Congratulations to Jiaxin Yang for passing his Qualifying Exam! His thesis proposal is titled “Green U-Shaped Learning for Medical Image Analysis: Methodologies and Applications.” His Qualifying Exam Committee members include Jay Kuo (Chair), Justin Haldar, Peter Beerel, Vasileios Magoulianitis, and Michael Khoo (Outside Member).
Artificial intelligence (AI) has rapidly transformed medical imaging by enabling more accurate, efficient, and personalized diagnosis and treatment. In particular, AI-driven medical image segmentation plays a critical role in clinical decision-making for diseases such as prostate cancer and renal cell carcinoma. However, most existing deep learning–based segmentation models rely heavily on backpropagation and large-scale computation, making them energy-intensive, difficult to interpret, and challenging to deploy in resource-constrained clinical settings.

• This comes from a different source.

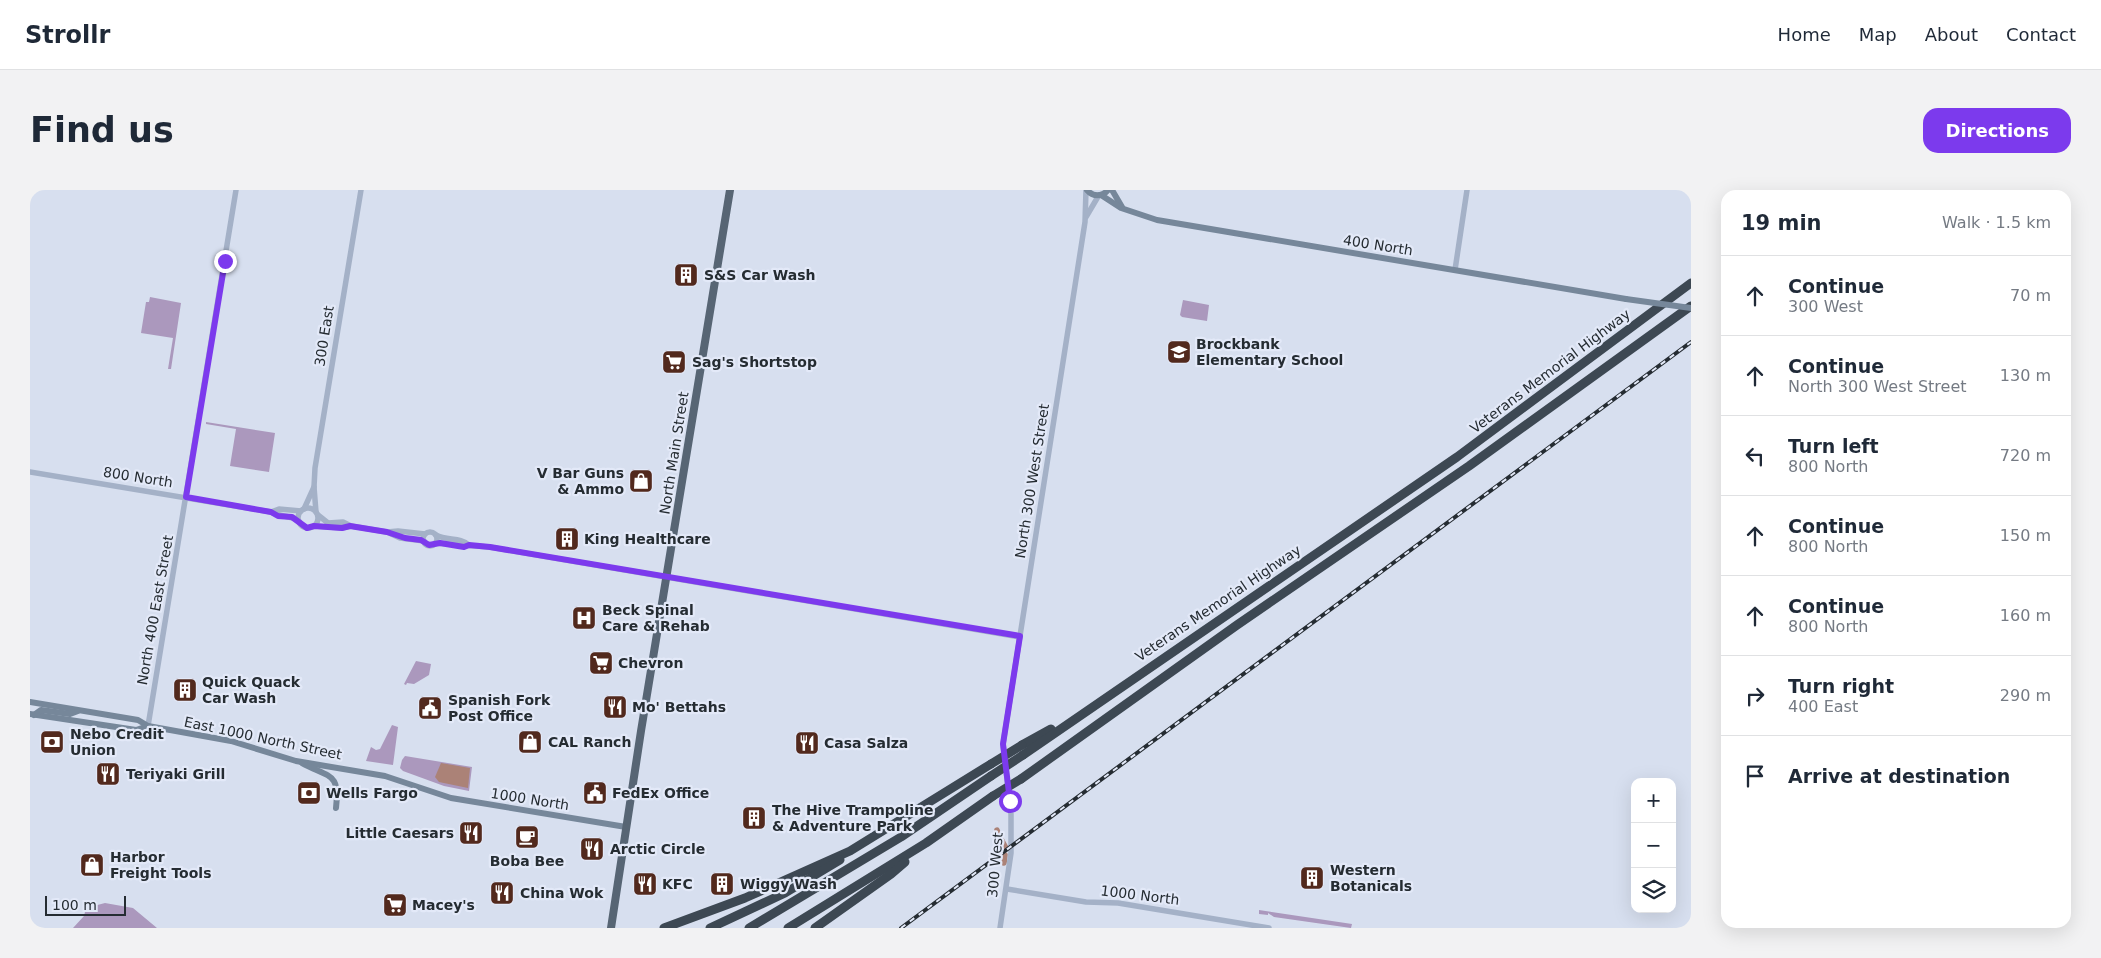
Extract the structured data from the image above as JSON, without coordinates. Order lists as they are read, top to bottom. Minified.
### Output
{"streets":{"highway":["Veterans Memorial Highway"],"main road":["400 North","North Main Street","East 1000 North Street","1000 North"],"street":["300 East","800 North","North 300 West Street","North 400 East Street","300 West"]},"crossings":[["400 North","Veterans Memorial Highway"],["300 East","800 North"],["North Main Street","1000 North"],["800 North","North 400 East Street"],["North 300 West Street","300 West"],["North 400 East Street","East 1000 North Street"],["East 1000 North Street","1000 North"],["1000 North","300 West"]],"places":{"building":["S&S Car Wash","King Healthcare","Quick Quack Car Wash","The Hive Trampoline & Adventure Park","Western Botanicals","Wiggy Wash"],"school or university":["Brockbank Elementary School"],"supermarket":["Sag's Shortstop","Chevron","Macey's"],"shop":["V Bar Guns & Ammo","CAL Ranch","Harbor Freight Tools"],"hospital":["Beck Spinal Care & Rehab"],"restaurant":["Mo' Bettahs","Casa Salza","Teriyaki Grill","Little Caesars","Arctic Circle","KFC","China Wok"],"public building":["Spanish Fork Post Office","FedEx Office"],"bank":["Nebo Credit Union","Wells Fargo"],"cafe":["Boba Bee"]},"scale_bar":"100 m","page":{"header":"Strollr","nav":["Home","Map","About","Contact"],"buttons":"Directions","title":"Find us","heading":["19 min","Walk · 1.5 km"],"list":[["Continue","300 West","70 m"],["Continue","North 300 West Street","130 m"],["Turn left","800 North","720 m"],["Continue","800 North","150 m"],["Continue","800 North","160 m"],["Turn right","400 East","290 m"],"Arrive at destination"],"map_buttons":["+","−"],"scale":"100 m"}}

To address these limitations, this work introduces Green U-shaped Learning (GUSL), a novel feed forward machine learning framework for 3D medical image segmentation without backpropagation. GUSL is designed to be efficient, interpretable, and environmentally sustainable, while maintaining competitive segmentation performance.
The proposed framework adopts cascaded multi-stage segmentation strategies tailored to different anatomical tasks. For prostate segmentation, a two-stage coarse-to-fine approach first localizes the prostate gland and then refines its boundaries, effectively mitigating severe class imbalance and anatomical variability, as shown in Figure 1. For kidney and kidney tumor segmentation, a progressive multi-stage cascade dynamically resizes and crops task-specific regions of interest, enabling the model to focus on anatomically relevant structures and improve segmentation accuracy, as shown in Figure 2.
Extensive experiments across multiple prostate and kidney datasets demonstrate that GUSL achieves state-of-the-art performance in prostate and kidney organ segmentation, and competitive results in kidney tumor and mass segmentation. Beyond accuracy, GUSL consistently shows substantial reductions in model size, computational cost (FLOPs), energy consumption, and carbon footprint, highlighting its advantages over conventional deep learning approaches.
These results position GUSL as a generic, interpretable, and environmentally sustainable segmentation framework, with strong potential for large-scale medical imaging applications and real-world clinical deployment, particularly in settings with limited computational resources.